» WORK INSTRUCTION
Print each entry below precisely as it reads.
--- DATA FOR ANALYSIS Enclosed Below ---
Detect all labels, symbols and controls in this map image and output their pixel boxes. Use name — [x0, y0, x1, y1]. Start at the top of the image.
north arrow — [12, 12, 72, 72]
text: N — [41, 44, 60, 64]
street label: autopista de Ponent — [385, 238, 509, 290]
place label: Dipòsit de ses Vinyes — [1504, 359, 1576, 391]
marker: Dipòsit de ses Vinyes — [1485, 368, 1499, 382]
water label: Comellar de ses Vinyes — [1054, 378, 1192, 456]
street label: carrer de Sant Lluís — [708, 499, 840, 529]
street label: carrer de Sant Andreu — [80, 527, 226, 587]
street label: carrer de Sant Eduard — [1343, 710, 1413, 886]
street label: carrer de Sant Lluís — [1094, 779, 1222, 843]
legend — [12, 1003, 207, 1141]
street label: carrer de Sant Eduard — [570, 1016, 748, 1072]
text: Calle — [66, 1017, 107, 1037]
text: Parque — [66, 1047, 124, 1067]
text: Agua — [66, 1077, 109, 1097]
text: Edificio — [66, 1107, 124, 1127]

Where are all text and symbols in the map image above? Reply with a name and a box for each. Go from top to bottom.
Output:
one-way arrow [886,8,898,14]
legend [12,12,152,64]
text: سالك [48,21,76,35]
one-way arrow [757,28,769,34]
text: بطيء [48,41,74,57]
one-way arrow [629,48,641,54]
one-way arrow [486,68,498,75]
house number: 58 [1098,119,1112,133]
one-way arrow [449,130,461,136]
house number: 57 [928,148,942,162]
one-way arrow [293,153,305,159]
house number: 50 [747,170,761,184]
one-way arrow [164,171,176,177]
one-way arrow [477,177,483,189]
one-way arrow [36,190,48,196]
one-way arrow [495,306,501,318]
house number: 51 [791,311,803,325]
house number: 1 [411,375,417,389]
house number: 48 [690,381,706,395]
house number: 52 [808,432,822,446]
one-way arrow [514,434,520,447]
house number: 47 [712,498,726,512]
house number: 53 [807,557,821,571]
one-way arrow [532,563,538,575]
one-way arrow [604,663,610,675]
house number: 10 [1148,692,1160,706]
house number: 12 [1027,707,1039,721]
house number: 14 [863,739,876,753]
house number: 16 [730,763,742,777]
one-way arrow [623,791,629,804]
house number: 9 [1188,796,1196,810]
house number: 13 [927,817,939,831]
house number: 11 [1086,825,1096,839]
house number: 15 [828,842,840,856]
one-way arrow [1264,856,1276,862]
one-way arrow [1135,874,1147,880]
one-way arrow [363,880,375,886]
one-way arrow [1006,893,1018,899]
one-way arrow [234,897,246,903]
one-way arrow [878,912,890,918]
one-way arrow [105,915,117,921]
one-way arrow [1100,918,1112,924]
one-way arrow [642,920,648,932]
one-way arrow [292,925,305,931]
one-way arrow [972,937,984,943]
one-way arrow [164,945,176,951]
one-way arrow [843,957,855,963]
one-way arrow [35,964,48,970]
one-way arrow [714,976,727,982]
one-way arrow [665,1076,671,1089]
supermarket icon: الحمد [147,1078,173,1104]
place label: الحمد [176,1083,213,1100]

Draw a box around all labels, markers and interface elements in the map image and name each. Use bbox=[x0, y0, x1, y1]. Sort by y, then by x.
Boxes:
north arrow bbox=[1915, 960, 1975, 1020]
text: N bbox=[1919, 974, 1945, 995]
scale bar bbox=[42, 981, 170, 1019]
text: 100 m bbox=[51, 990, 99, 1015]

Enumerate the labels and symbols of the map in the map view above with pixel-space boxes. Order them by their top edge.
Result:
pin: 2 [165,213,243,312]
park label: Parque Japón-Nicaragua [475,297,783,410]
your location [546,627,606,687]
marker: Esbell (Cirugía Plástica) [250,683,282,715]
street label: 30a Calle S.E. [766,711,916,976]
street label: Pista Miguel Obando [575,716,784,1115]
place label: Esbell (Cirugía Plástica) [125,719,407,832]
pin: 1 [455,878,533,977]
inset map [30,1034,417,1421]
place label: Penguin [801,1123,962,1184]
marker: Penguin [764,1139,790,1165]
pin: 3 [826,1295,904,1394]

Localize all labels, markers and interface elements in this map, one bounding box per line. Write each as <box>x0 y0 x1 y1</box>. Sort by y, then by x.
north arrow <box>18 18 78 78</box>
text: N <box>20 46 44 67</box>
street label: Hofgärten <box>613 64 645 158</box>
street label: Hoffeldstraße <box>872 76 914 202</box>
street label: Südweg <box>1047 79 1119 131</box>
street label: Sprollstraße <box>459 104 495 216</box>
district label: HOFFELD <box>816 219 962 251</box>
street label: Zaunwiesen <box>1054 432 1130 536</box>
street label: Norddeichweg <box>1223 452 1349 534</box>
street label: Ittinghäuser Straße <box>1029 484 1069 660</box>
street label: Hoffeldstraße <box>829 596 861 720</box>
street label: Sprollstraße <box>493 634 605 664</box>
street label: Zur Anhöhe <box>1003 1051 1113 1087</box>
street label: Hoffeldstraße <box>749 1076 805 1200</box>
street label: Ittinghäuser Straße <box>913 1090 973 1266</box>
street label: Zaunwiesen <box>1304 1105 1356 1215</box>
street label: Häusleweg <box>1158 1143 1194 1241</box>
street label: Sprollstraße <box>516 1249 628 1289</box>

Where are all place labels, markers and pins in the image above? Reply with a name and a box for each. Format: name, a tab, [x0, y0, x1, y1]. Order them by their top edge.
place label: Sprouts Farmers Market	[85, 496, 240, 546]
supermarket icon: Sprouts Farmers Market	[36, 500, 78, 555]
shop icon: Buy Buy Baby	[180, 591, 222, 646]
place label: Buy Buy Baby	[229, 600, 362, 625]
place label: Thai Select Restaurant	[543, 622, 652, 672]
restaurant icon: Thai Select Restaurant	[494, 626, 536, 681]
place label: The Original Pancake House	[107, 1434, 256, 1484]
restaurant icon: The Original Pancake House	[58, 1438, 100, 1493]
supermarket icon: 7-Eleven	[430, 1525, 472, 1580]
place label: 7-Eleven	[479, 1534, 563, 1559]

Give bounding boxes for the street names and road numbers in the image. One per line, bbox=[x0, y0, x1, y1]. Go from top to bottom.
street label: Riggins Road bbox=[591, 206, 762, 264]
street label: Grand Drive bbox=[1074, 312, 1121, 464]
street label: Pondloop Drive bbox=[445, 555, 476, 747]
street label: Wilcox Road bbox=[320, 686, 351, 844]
--- End of Enclosed DATA FOR ANALYSIS ---
» SOLUTION TO THE EXERCISE
Detect all labels, symbols and controls in this map image and output their pixel boxes. Use name — [x0, y0, x1, y1]. Start at the top of the image.
north arrow — [12, 12, 72, 72]
text: N — [41, 44, 60, 64]
street label: autopista de Ponent — [385, 238, 509, 290]
place label: Dipòsit de ses Vinyes — [1504, 359, 1576, 391]
marker: Dipòsit de ses Vinyes — [1485, 368, 1499, 382]
water label: Comellar de ses Vinyes — [1054, 378, 1192, 456]
street label: carrer de Sant Lluís — [708, 499, 840, 529]
street label: carrer de Sant Andreu — [80, 527, 226, 587]
street label: carrer de Sant Eduard — [1343, 710, 1413, 886]
street label: carrer de Sant Lluís — [1094, 779, 1222, 843]
legend — [12, 1003, 207, 1141]
street label: carrer de Sant Eduard — [570, 1016, 748, 1072]
text: Calle — [66, 1017, 107, 1037]
text: Parque — [66, 1047, 124, 1067]
text: Agua — [66, 1077, 109, 1097]
text: Edificio — [66, 1107, 124, 1127]

Where are all text and symbols in the map image above? Reply with a name and a box for each. Go from top to bottom.
Output:
one-way arrow [886,8,898,14]
legend [12,12,152,64]
text: سالك [48,21,76,35]
one-way arrow [757,28,769,34]
text: بطيء [48,41,74,57]
one-way arrow [629,48,641,54]
one-way arrow [486,68,498,75]
house number: 58 [1098,119,1112,133]
one-way arrow [449,130,461,136]
house number: 57 [928,148,942,162]
one-way arrow [293,153,305,159]
house number: 50 [747,170,761,184]
one-way arrow [164,171,176,177]
one-way arrow [477,177,483,189]
one-way arrow [36,190,48,196]
one-way arrow [495,306,501,318]
house number: 51 [791,311,803,325]
house number: 1 [411,375,417,389]
house number: 48 [690,381,706,395]
house number: 52 [808,432,822,446]
one-way arrow [514,434,520,447]
house number: 47 [712,498,726,512]
house number: 53 [807,557,821,571]
one-way arrow [532,563,538,575]
one-way arrow [604,663,610,675]
house number: 10 [1148,692,1160,706]
house number: 12 [1027,707,1039,721]
house number: 14 [863,739,876,753]
house number: 16 [730,763,742,777]
one-way arrow [623,791,629,804]
house number: 9 [1188,796,1196,810]
house number: 13 [927,817,939,831]
house number: 11 [1086,825,1096,839]
house number: 15 [828,842,840,856]
one-way arrow [1264,856,1276,862]
one-way arrow [1135,874,1147,880]
one-way arrow [363,880,375,886]
one-way arrow [1006,893,1018,899]
one-way arrow [234,897,246,903]
one-way arrow [878,912,890,918]
one-way arrow [105,915,117,921]
one-way arrow [1100,918,1112,924]
one-way arrow [642,920,648,932]
one-way arrow [292,925,305,931]
one-way arrow [972,937,984,943]
one-way arrow [164,945,176,951]
one-way arrow [843,957,855,963]
one-way arrow [35,964,48,970]
one-way arrow [714,976,727,982]
one-way arrow [665,1076,671,1089]
supermarket icon: الحمد [147,1078,173,1104]
place label: الحمد [176,1083,213,1100]

Draw a box around all labels, markers and interface elements in the map image and name each. Use bbox=[x0, y0, x1, y1]. Sort by y, then by x.
Boxes:
north arrow bbox=[1915, 960, 1975, 1020]
text: N bbox=[1919, 974, 1945, 995]
scale bar bbox=[42, 981, 170, 1019]
text: 100 m bbox=[51, 990, 99, 1015]

Enumerate the labels and symbols of the map in the map view above with pixel-space boxes. Order them by their top edge.
Result:
pin: 2 [165,213,243,312]
park label: Parque Japón-Nicaragua [475,297,783,410]
your location [546,627,606,687]
marker: Esbell (Cirugía Plástica) [250,683,282,715]
street label: 30a Calle S.E. [766,711,916,976]
street label: Pista Miguel Obando [575,716,784,1115]
place label: Esbell (Cirugía Plástica) [125,719,407,832]
pin: 1 [455,878,533,977]
inset map [30,1034,417,1421]
place label: Penguin [801,1123,962,1184]
marker: Penguin [764,1139,790,1165]
pin: 3 [826,1295,904,1394]

Localize all labels, markers and interface elements in this map, one bounding box per line. Write each as <box>x0 y0 x1 y1</box>. Sort by y, then by x.
north arrow <box>18 18 78 78</box>
text: N <box>20 46 44 67</box>
street label: Hofgärten <box>613 64 645 158</box>
street label: Hoffeldstraße <box>872 76 914 202</box>
street label: Südweg <box>1047 79 1119 131</box>
street label: Sprollstraße <box>459 104 495 216</box>
district label: HOFFELD <box>816 219 962 251</box>
street label: Zaunwiesen <box>1054 432 1130 536</box>
street label: Norddeichweg <box>1223 452 1349 534</box>
street label: Ittinghäuser Straße <box>1029 484 1069 660</box>
street label: Hoffeldstraße <box>829 596 861 720</box>
street label: Sprollstraße <box>493 634 605 664</box>
street label: Zur Anhöhe <box>1003 1051 1113 1087</box>
street label: Hoffeldstraße <box>749 1076 805 1200</box>
street label: Ittinghäuser Straße <box>913 1090 973 1266</box>
street label: Zaunwiesen <box>1304 1105 1356 1215</box>
street label: Häusleweg <box>1158 1143 1194 1241</box>
street label: Sprollstraße <box>516 1249 628 1289</box>

Where are all place labels, markers and pins in the image above? Reply with a name and a box for each. Format: name, a tab, [x0, y0, x1, y1]. Order them by their top edge.
place label: Sprouts Farmers Market	[85, 496, 240, 546]
supermarket icon: Sprouts Farmers Market	[36, 500, 78, 555]
shop icon: Buy Buy Baby	[180, 591, 222, 646]
place label: Buy Buy Baby	[229, 600, 362, 625]
place label: Thai Select Restaurant	[543, 622, 652, 672]
restaurant icon: Thai Select Restaurant	[494, 626, 536, 681]
place label: The Original Pancake House	[107, 1434, 256, 1484]
restaurant icon: The Original Pancake House	[58, 1438, 100, 1493]
supermarket icon: 7-Eleven	[430, 1525, 472, 1580]
place label: 7-Eleven	[479, 1534, 563, 1559]

Give bounding boxes for the street names and road numbers in the image. One per line, bbox=[x0, y0, x1, y1]. Go from top to bottom.
street label: Riggins Road bbox=[591, 206, 762, 264]
street label: Grand Drive bbox=[1074, 312, 1121, 464]
street label: Pondloop Drive bbox=[445, 555, 476, 747]
street label: Wilcox Road bbox=[320, 686, 351, 844]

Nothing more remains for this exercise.